Apache Airflow 3.0

Apache Airflow 3.0 marks a significant evolution in data pipeline orchestration, introducing major improvements that simplify architecture, enhance scalability, and offer powerful new features.

1. New Architecture: Centralized API Server

The previous Airflow architecture required every component (scheduler, workers, web server) to directly access the metadata database, which was challenging in secure and private environments. Airflow 3.0 solves this with a new API server that centralizes all database interactions, allowing secure, proxy-based communication.

Benefits:

Simplified network configuration
Enhanced security and scalability

2. Native Event-Driven Scheduling

Previously, event-driven workflows relied on inefficient polling mechanisms.

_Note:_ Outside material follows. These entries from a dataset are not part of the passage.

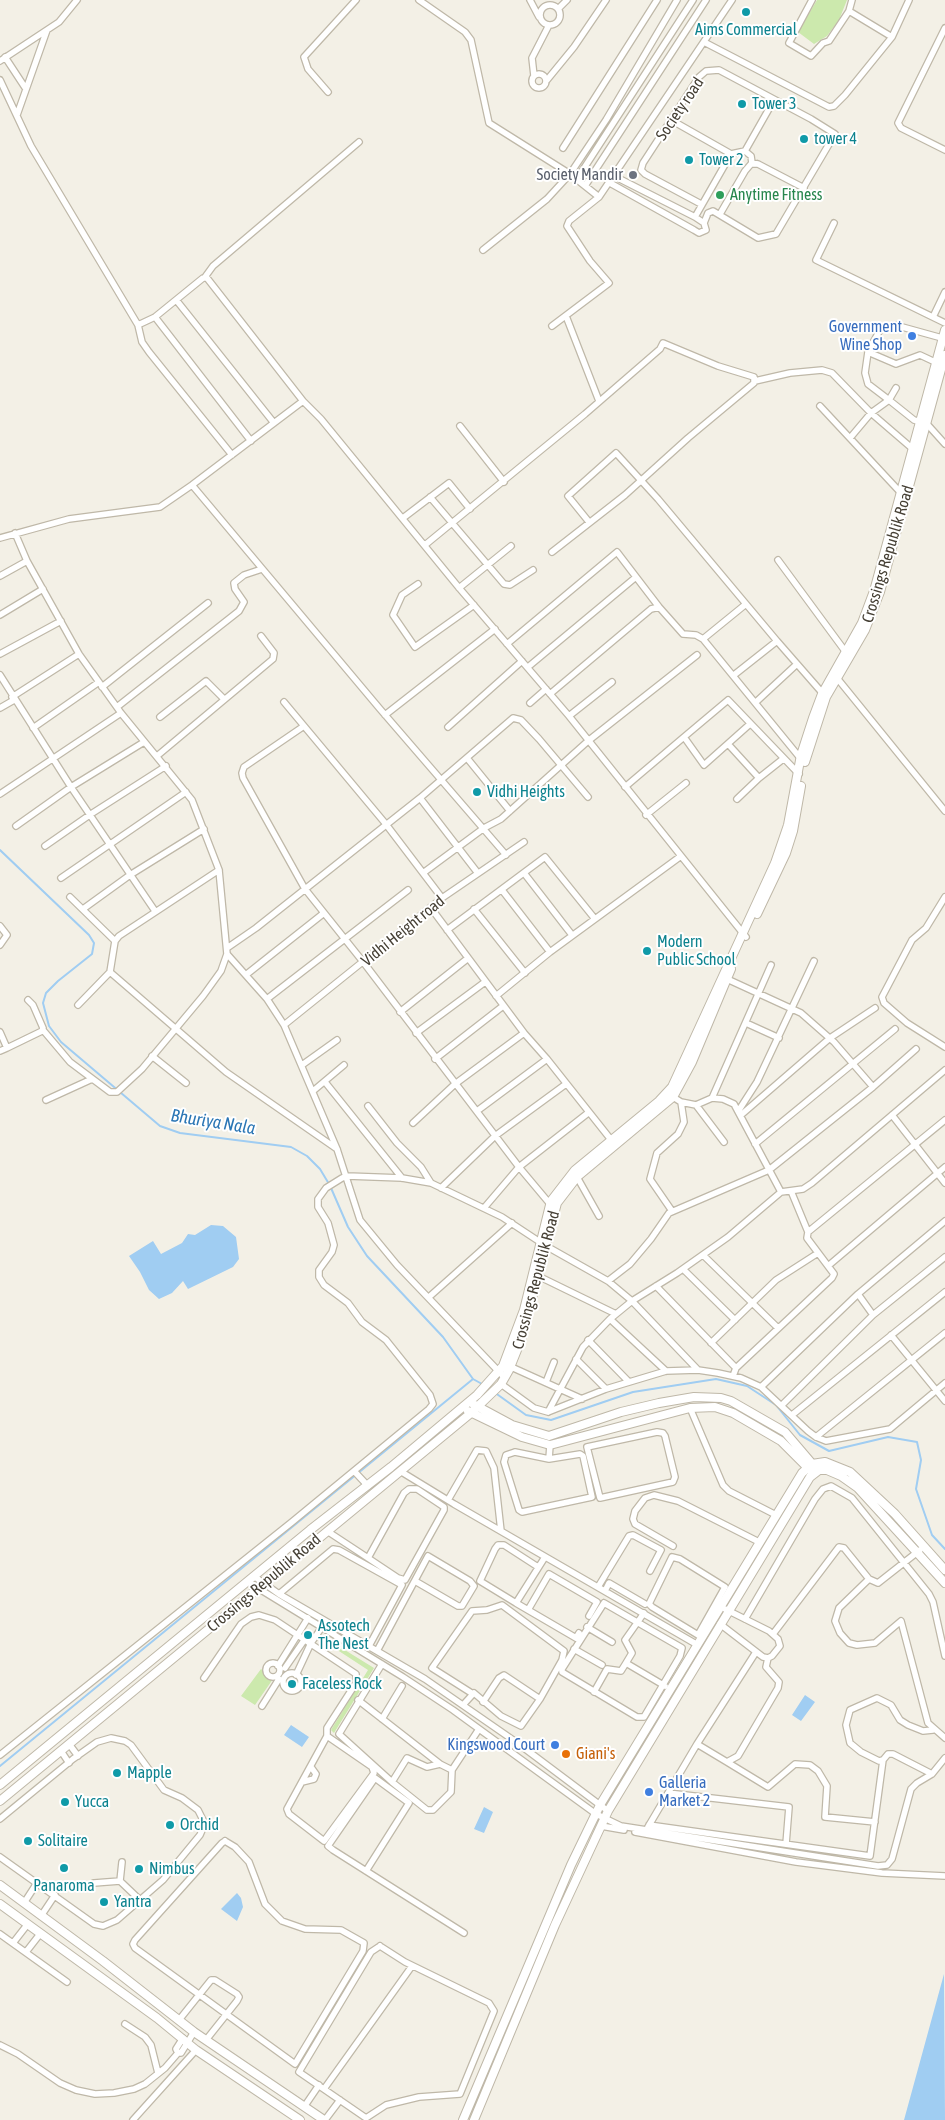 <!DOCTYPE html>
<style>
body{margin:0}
canvas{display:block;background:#f3f0e6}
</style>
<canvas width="945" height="2120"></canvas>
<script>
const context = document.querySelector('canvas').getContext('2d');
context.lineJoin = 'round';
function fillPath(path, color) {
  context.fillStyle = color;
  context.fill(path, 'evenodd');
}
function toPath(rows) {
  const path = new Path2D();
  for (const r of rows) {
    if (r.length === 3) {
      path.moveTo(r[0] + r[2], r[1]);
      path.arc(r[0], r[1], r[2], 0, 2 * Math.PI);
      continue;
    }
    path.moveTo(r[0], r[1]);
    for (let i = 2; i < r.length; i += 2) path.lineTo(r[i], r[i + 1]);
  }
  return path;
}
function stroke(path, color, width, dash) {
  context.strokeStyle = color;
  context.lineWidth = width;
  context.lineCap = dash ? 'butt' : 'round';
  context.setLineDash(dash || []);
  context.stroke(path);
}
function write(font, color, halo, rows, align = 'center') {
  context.font = font + ' "Asap Condensed",sans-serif';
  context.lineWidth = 4;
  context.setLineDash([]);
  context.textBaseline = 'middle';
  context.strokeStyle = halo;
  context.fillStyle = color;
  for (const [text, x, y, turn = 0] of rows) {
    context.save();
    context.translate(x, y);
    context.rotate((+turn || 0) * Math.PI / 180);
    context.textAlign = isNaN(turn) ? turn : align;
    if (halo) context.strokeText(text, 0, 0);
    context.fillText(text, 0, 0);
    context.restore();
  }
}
const green = toPath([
 [817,0,847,0,839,20,827,36,814,44,798,32],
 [327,1639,374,1668,334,1733,331,1730,368,1670,322,1640],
 [261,1669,273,1679,255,1705,241,1696]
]);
const water = toPath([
 [211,1225,223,1226,236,1237,239,1259,233,1267,188,1289,183,1281,172,1293,159,1299,149,1290,140,1272,129,1256,153,1241,161,1254,182,1243,188,1234,195,1235],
 [805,1695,815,1702,801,1721,792,1715],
 [291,1725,309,1737,302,1747,284,1735],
 [484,1807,493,1812,484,1833,474,1829],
 [237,1893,241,1898,243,1907,237,1921,221,1909],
 [944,1974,945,2120,904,2120]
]);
const stream = toPath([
 [0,850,89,935,94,943,92,954,58,981,46,993,43,1003,49,1026,61,1042,160,1126,180,1133,291,1147,307,1156,320,1169,329,1184],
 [331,1188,348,1227,367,1256,443,1337,473,1379,482,1384],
 [494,1392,526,1415,551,1420,633,1392,716,1379,747,1386,776,1405,800,1435,829,1451,888,1437,917,1442,921,1460,916,1489,932,1535,945,1549],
 [0,1766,473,1379]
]);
const minor = toPath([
 [419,0,465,32,471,40,489,123,570,174,599,197,569,221,567,226,590,261,609,283,552,326],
 [530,0,539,17],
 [812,0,789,43,811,56,823,43,829,41,849,11,852,0],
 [550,15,10],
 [558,9,567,0],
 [849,11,892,37],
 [945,28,898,123,901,128,945,150],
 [704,42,829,107,834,106,845,95,892,37,909,0],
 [5,57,26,89],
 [0,61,59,22,77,0],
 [539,81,7],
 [534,76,532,58,549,25],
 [0,80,31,146,138,325,155,317,203,278,207,278,303,401],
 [547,80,574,47,606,0],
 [328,92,308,69,304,57,356,0],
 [17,115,47,30],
 [671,120,731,154,745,151,751,156,752,163,758,164,751,164,745,171,720,214],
 [563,148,657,0],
 [745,151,774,100],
 [758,164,804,188],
 [577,179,693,0],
 [610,183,694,230,699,233,706,230,704,223,695,217,614,176],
 [585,186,706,0],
 [599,197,732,0],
 [701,204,645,174,641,170,643,163,699,77,706,71,719,70,811,119,835,134,776,234,758,238,713,211,708,213,704,223],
 [695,217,731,154],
 [834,223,816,260,945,323],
 [483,250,547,199,570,174,606,120,677,0],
 [205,277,213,266,359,142],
 [177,301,274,423],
 [566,316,599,401],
 [155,317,251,441],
 [933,317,945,292],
 [138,325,142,342,149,352,232,455],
 [868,352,896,364,920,355,935,362],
 [755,381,790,373,822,370,832,373,871,413,914,450],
 [896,388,889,400,868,384,865,373,868,352,881,328,895,325,942,338],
 [820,406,901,493],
 [460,426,504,482],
 [850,438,871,413,889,400,914,420,927,424,945,444],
 [192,485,380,709,506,855],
 [430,497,504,584,510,585,533,570],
 [403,518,449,483,470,509],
 [589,522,568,496,616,453,658,499,777,641,734,675],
 [15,533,27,561,79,654,121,713,192,800,219,870,227,954,221,971,203,996,142,1069,117,1092,110,1092,70,1062,43,1030],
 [0,538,69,519,160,507,192,485,303,401,321,419,460,589,569,716,746,937],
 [425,545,585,414,660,349,663,343,718,366,754,377,754,383,688,438,625,495,552,552],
 [778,560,845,651],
 [0,576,27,561],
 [418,584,402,595,393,615,415,647,474,605],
 [459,588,511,546],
 [0,615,43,589],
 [703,639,746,604],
 [777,641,825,696],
 [507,644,617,552,659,607],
 [0,654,61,621],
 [528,667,636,577],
 [0,675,71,787,155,911],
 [837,678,945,811],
 [102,687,208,603],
 [550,694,651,609,659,607,683,634,696,635,703,639,801,759],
 [12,697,79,654],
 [284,702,385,823,442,898],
 [756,702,797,664],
 [530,703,546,689],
 [117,707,239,611,244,602,235,589,234,583,244,575,262,569],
 [0,708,14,700],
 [385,715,495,629],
 [569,716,612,682],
 [160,717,206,681,224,699],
 [750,724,704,765,684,737,728,700,799,774],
 [304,726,244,767,242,773,243,778,305,889,364,963,519,1167,550,1204],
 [448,727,522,661],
 [33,728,99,682],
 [728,744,759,778,783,759],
 [157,756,273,659,274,653,261,636],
 [467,758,510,811],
 [625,787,684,737],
 [0,794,121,713],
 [420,798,477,872],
 [737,799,759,778],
 [646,815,686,783],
 [16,826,71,787,144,742],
 [45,846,91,814,166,766],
 [423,873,484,828,501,819,588,741,697,655],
 [524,873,572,935],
 [61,878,186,792],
 [502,890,550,952],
 [70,897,115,941],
 [945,897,926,928,912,940,882,997,884,1003,907,1023,945,1047],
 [431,908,524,1033,547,1059,612,1141],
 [83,909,130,875,204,829],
 [474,909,525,973],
 [0,926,7,935,0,945],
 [447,930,545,857,595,919],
 [227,948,256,928,420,798,513,718,521,720,539,739,588,797],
 [227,954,267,999,284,1025,337,1149,360,1220,397,1265,505,1378],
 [110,972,226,1072,337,1149],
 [247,974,324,913],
 [727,979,801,1013,834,1042,873,1087],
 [496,996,550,952,681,856],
 [267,999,408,890],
 [78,1005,110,972,115,941,119,936,219,870],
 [400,1012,467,959],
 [746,1023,779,1038],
 [284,1025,442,898,524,842],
 [0,1032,7,1048,42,1031,43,1028,33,1005,28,1000],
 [416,1033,485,982],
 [0,1051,7,1048],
 [152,1056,186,1083],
 [435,1059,503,1006],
 [302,1065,337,1040],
 [325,1082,402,1178],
 [313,1091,344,1065],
 [673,1097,681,1102,696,1105,712,1098,723,1099,734,1104,781,1192],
 [712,1098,771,965],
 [46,1100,92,1079],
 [696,1105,724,1142],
 [368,1106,397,1143,421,1167,431,1183],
 [739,1110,757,1082,814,961],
 [477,1111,547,1059],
 [741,1115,830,1038,875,1008],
 [892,1115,945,1183],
 [413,1123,455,1084,524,1033],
 [755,1144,895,1029],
 [577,1177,599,1216],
 [441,1188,495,1136,566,1084],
 [791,1191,808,1232],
 [484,1208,519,1167,588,1113],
 [672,1211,650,1179,657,1153,678,1134,684,1122,681,1102],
 [703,1255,778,1328],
 [828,1266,807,1238,808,1232,945,1120],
 [683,1269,735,1320],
 [536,1275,616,1314],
 [608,1281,630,1264,651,1239,669,1213,769,1170,873,1087,916,1049],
 [656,1286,736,1368],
 [858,1294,873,1315],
 [429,1297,512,1223],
 [610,1319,666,1371],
 [891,1335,945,1401],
 [588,1340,629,1382],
 [711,1343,776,1280,818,1253],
 [576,1359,606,1389],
 [509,1366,582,1399],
 [733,1376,736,1368,832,1278,834,1274,828,1266,945,1167],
 [546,1382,554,1362],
 [501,1384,534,1408,548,1412,606,1389,666,1371,698,1370,718,1373,741,1378,761,1387,808,1431,816,1437,826,1441,890,1429,945,1383],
 [761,1387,858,1294,945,1221],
 [782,1405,873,1315,945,1257],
 [690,1408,723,1485,729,1491,776,1515],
 [548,1412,583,1347,610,1319,632,1301,677,1273,728,1237,781,1192,803,1189,812,1183,945,1070],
 [792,1415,945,1292],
 [657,1432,663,1433,665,1436,675,1477,673,1482,600,1498,587,1447,657,1432],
 [816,1437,945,1333],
 [515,1452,549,1459,580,1454,583,1456,592,1497,522,1512,519,1510,504,1462,506,1455,515,1452],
 [549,1459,550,1445],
 [354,1471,368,1486],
 [400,1471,454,1504,696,1644],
 [448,1500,477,1450,486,1451,494,1468,501,1531],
 [327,1531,368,1558,398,1578,405,1580,444,1510,444,1507,417,1489,409,1489,404,1493,368,1558],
 [673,1546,635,1524,633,1519,635,1511,645,1498,654,1495,678,1501,759,1542],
 [545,1557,516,1603,576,1638,579,1633],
 [672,1557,680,1559,725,1587,698,1635,652,1607,649,1604,672,1557],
 [255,1577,279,1594,425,1679,516,1742,608,1811],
 [869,1579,839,1608,835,1621,840,1633,849,1643,857,1645,875,1643,901,1621,928,1723,945,1738],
 [248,1582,403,1677,453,1710,596,1814,621,1826,878,1866,887,1865,892,1859,911,1789,917,1783,932,1774,945,1758],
 [598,1587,629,1536,633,1535,661,1550,650,1571],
 [605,1591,609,1583,645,1604],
 [279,1594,333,1549,339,1550,402,1585,369,1646],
 [516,1603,480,1581,495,1549,498,1545,504,1545,538,1567],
 [604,1603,682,1648,680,1656,644,1717,637,1717,562,1672,562,1669,604,1603],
 [528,1610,549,1574,597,1602,589,1616],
 [745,1619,815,1499,823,1489,831,1486,852,1498,929,1594,933,1602,945,1656],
 [720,1624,763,1657,768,1658,772,1656,780,1646,778,1639,769,1631,725,1609],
 [587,1627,612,1642],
 [773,1634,839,1547,844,1548,869,1579,878,1583,920,1550],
 [574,1649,602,1665],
 [377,1651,428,1556,470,1581,474,1586,462,1606,458,1606,415,1581],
 [626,1663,665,1686],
 [273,1670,7],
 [382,1664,339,1734,392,1782,407,1758,427,1767,440,1764,452,1770,479,1729],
 [278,1666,308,1618],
 [285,1668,305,1639],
 [292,1682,9],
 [296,1675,311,1643,322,1627],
 [204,1678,241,1624,251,1617,259,1615,275,1620,356,1674,356,1683,327,1728,327,1736,287,1809,289,1814,324,1841,374,1773,372,1767,327,1736],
 [594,1692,607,1669,621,1671,626,1663,632,1653,625,1640,644,1613],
 [358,1700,440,1764],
 [483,1702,499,1678,504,1675,540,1699],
 [463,1705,473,1694,474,1693,501,1716,521,1726,540,1699,562,1660,564,1651,502,1605,487,1610,472,1611,432,1668,473,1694],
 [262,1706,279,1679],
 [382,1719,402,1686],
 [69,1744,78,1756],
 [697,1744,727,1762,738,1756,778,1688,779,1682,766,1667,768,1658],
 [61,1751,69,1763],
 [0,1755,292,1522,429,1409,433,1404,430,1395,386,1340,362,1322,348,1303,324,1285,319,1277,319,1270,332,1252,334,1245,328,1223,318,1207,318,1199,326,1188,342,1178,347,1176,402,1178,431,1183,502,1217,546,1246,608,1281,632,1301,698,1370],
 [727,1762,768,1787,795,1764,810,1765,818,1771,827,1786,825,1817,875,1822],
 [932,1774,893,1754,888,1754,883,1760,879,1761,861,1752,850,1743,846,1725,850,1710,877,1698,891,1705,900,1720,908,1725,923,1731,933,1730],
 [302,1782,314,1779,316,1774,311,1767],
 [392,1782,427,1810,433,1810,451,1792,452,1770],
 [668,1793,789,1807,786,1844],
 [0,1819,73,1759,97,1742,111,1738,125,1741,131,1745,164,1790,182,1798,198,1810,203,1820,203,1828,200,1835,163,1880,117,1920,103,1926,94,1924,0,1857],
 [649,1825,870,1856,883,1760],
 [601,1826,624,1830],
 [648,1827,697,1744,756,1652],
 [635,1832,796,1862,882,1873,945,1876],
 [225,1841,235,1847,249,1862,265,1904,282,1921,305,1929,341,1930,364,1943,363,1951,295,2064,135,1948,133,1944,135,1940,222,1843,225,1841],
 [366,1871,409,1803,375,1778,328,1846,333,1850,464,1933],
 [120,1881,122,1862],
 [94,1883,120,1881,140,1900],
 [24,1903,37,1883],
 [41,1916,55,1895],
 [0,1934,67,1982],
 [13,1943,27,1925],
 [380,1946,405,1962,489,2003,494,2011,460,2094,419,2097,386,2105,366,2118,299,2072,371,1952,380,1946],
 [26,1952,40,1934],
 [179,2020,211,1980,215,1980,237,1994,239,1997,237,2001,206,2040],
 [125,2024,145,2037,151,2045,158,2073],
 [0,2045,18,2054,60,2083,76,2090,95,2094,114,2093,134,2089,145,2084,165,2068,178,2053,181,2053,194,2032],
 [178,2053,176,2049,183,2038],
 [324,2089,412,1966],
 [304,2107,319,2085],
 [133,2120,196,2050],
 [325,2120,340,2100]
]);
const tertiary = toPath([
 [805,762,826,697,865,630,880,592,945,355],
 [757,914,786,853,793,831,801,786],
 [473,1404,512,1425,549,1436,621,1412,659,1403,694,1397,721,1398,731,1401,785,1432,814,1466],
 [468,1411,522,1437,550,1445,690,1408,715,1407,733,1413,781,1441,810,1470],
 [0,1785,310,1530,391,1467,477,1395,503,1366,524,1310,551,1201,575,1170,659,1101,672,1087,775,863,788,825,801,755,813,718,822,694,862,623,874,591,945,330],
 [0,1801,471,1413,501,1384,509,1370,521,1340,557,1203,577,1177,673,1097,692,1062,731,969],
 [0,1885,103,1961,194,2032,324,2120],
 [0,1904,157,2018,196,2050,300,2120],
 [463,2120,571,1865,600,1805,802,1473,812,1464,825,1462,850,1472,895,1514,945,1570],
 [474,2120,555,1925,608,1811,810,1477,819,1470,827,1470,841,1476,858,1488,945,1583]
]);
const markers = [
 [746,12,5,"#0f9aa8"],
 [742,104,5,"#0f9aa8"],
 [804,139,5,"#0f9aa8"],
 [689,160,5,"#0f9aa8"],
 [633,175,5,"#6b7280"],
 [720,195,5,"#2e9e5b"],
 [912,336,5,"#3f7fe0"],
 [477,792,5,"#0f9aa8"],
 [647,951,5,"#0f9aa8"],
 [308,1635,5,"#0f9aa8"],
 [292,1684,5,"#0f9aa8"],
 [555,1745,5,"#3f7fe0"],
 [566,1754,5,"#e8710a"],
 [117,1773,5,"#0f9aa8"],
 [649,1792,5,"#3f7fe0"],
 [65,1802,5,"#0f9aa8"],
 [170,1825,5,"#0f9aa8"],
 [28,1841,5,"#0f9aa8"],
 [64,1868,5,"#0f9aa8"],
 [139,1869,5,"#0f9aa8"],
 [104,1902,5,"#0f9aa8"]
];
const cultureNames = [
 ["Aims Commercial",746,30,"center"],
 ["Tower 3",752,104],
 ["tower 4",814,139],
 ["Tower 2",699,160],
 ["Vidhi Heights",487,792],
 ["Modern",657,942],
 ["Public School",657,960],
 ["Assotech",318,1626],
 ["The Nest",318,1644],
 ["Faceless Rock",302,1684],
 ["Mapple",127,1773],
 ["Yucca",75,1802],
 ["Orchid",180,1825],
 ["Solitaire",38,1841],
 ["Nimbus",149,1869],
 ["Panaroma",64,1886,"center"],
 ["Yantra",114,1902]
];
const streetNames = [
 ["Society road",680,109,-56],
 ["Crossings Republik Road",888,554,-73],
 ["Vidhi Height road",403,931,-39],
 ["Crossings Republik Road",536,1280,-75],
 ["Crossings Republik Road",264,1583,-40]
];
const worshipNames = [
 ["Society Mandir",623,175]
];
const leisureNames = [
 ["Anytime Fitness",730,195]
];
const shopNames = [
 ["Government",902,327],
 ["Wine Shop",902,345],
 ["Kingswood Court",545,1745],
 ["Galleria",659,1783,"left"],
 ["Market 2",659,1801,"left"]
];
const foodNames = [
 ["Giani's",576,1754]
];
const waterNames = [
 ["Bhuriya Nala",213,1122,9]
];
fillPath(green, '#cce9ad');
fillPath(water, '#a0cdf2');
stroke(stream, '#a0cdf2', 2);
stroke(minor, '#bfb8a8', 8);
stroke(tertiary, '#bfb8a8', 10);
stroke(minor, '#fff', 5.5);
stroke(tertiary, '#fff', 8);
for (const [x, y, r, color] of markers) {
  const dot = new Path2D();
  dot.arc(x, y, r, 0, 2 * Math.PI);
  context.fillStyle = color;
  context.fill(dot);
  stroke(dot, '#fff', 2);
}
write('16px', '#0d838f', '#fff', cultureNames, 'left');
write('16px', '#464035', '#fff', streetNames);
write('16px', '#5b616d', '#fff', worshipNames, 'right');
write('16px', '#27864d', '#fff', leisureNames, 'left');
write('16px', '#366cbe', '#fff', shopNames, 'right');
write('16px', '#c56008', '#fff', foodNames, 'left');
write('italic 18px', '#2b76b5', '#fff', waterNames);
</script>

Airflow 3.0 introduces asset watchers, enabling workflows to trigger tasks based on events from external systems (e.g., AWS S3, Kafka).

Example:

from airflow.decorators import dag, asset
from airflow.providers.amazon.aws.sensors.s3 import S3KeySensor
from datetime import datetime

@dag(start_date=datetime(2024, 6, 4))
def s3_event_dag():
    asset_watch = S3KeySensor(
        task_id='watch_s3',
        bucket_name='my-bucket',
        bucket_key='path/to/file.csv',
        aws_conn_id='aws_default',
        mode='reschedule',
    )

s3_event_dag()

3. Asset-Based Pipeline Definition

Airflow 3.0 shifts from task-oriented DAG definitions to asset-based pipelines, making workflows more declarative.

Task Flow Example (Airflow 2.x):

@dag(start_date=datetime(2024, 6, 4))
def traditional_dag():
    @task
    def extract(): return "data"

    @task
    def transform(data): return data + " transformed"

    @task
    def load(data): print(data)

    data = extract()
    transformed = transform(data)
    load(transformed)

traditional_dag()

Asset Example (Airflow 3.0):

from airflow.decorators import asset, asset_group

@asset_group
def data_pipeline():
    @asset
    def extract():
        return "data"

    @asset
    def transform(extract):
        return extract + " transformed"

    @asset
    def load(transform):
        print(transform)

4. DAG Bundles

DAG Bundles allow structured and controlled management of DAGs and supporting files. Bundles can be sourced from local files, Git repositories, or cloud storage.

Example:

DAGs in Git repositories can be versioned, branched, and reviewed using standard CI/CD processes.